Starting at the first line and ending at the last, output the data exactly.

*Dataset entries*.
-- Opening Marker --
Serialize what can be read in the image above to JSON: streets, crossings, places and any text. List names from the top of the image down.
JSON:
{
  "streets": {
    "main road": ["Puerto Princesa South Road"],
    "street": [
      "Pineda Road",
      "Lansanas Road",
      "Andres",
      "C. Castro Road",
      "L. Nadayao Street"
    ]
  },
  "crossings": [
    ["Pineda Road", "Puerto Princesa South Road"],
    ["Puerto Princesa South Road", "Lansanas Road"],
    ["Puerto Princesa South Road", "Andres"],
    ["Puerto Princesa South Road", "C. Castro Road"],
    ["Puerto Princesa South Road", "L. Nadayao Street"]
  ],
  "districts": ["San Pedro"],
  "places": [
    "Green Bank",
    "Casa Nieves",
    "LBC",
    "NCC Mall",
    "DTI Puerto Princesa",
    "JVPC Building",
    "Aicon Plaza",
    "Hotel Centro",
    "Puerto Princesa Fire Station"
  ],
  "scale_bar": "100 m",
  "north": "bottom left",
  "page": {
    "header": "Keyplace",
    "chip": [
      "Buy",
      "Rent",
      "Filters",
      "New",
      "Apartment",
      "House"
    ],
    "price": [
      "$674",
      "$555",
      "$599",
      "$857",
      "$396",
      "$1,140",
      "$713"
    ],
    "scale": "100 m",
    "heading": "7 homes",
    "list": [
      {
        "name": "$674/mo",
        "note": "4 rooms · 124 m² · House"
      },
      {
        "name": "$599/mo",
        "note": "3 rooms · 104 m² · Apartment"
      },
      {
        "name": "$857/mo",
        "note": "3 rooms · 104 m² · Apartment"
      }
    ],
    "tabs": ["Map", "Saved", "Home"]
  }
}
-- Closing Marker --
*Expected answer*.
Serialize what can be read in the image above to JSON: streets, crossings, places and any text. List names from the top of the image down.
JSON:
{
  "streets": {
    "main road": ["Puerto Princesa South Road"],
    "street": [
      "Pineda Road",
      "Lansanas Road",
      "Andres",
      "C. Castro Road",
      "L. Nadayao Street"
    ]
  },
  "crossings": [
    ["Pineda Road", "Puerto Princesa South Road"],
    ["Puerto Princesa South Road", "Lansanas Road"],
    ["Puerto Princesa South Road", "Andres"],
    ["Puerto Princesa South Road", "C. Castro Road"],
    ["Puerto Princesa South Road", "L. Nadayao Street"]
  ],
  "districts": ["San Pedro"],
  "places": [
    "Green Bank",
    "Casa Nieves",
    "LBC",
    "NCC Mall",
    "DTI Puerto Princesa",
    "JVPC Building",
    "Aicon Plaza",
    "Hotel Centro",
    "Puerto Princesa Fire Station"
  ],
  "scale_bar": "100 m",
  "north": "bottom left",
  "page": {
    "header": "Keyplace",
    "chip": [
      "Buy",
      "Rent",
      "Filters",
      "New",
      "Apartment",
      "House"
    ],
    "price": [
      "$674",
      "$555",
      "$599",
      "$857",
      "$396",
      "$1,140",
      "$713"
    ],
    "scale": "100 m",
    "heading": "7 homes",
    "list": [
      {
        "name": "$674/mo",
        "note": "4 rooms · 124 m² · House"
      },
      {
        "name": "$599/mo",
        "note": "3 rooms · 104 m² · Apartment"
      },
      {
        "name": "$857/mo",
        "note": "3 rooms · 104 m² · Apartment"
      }
    ],
    "tabs": ["Map", "Saved", "Home"]
  }
}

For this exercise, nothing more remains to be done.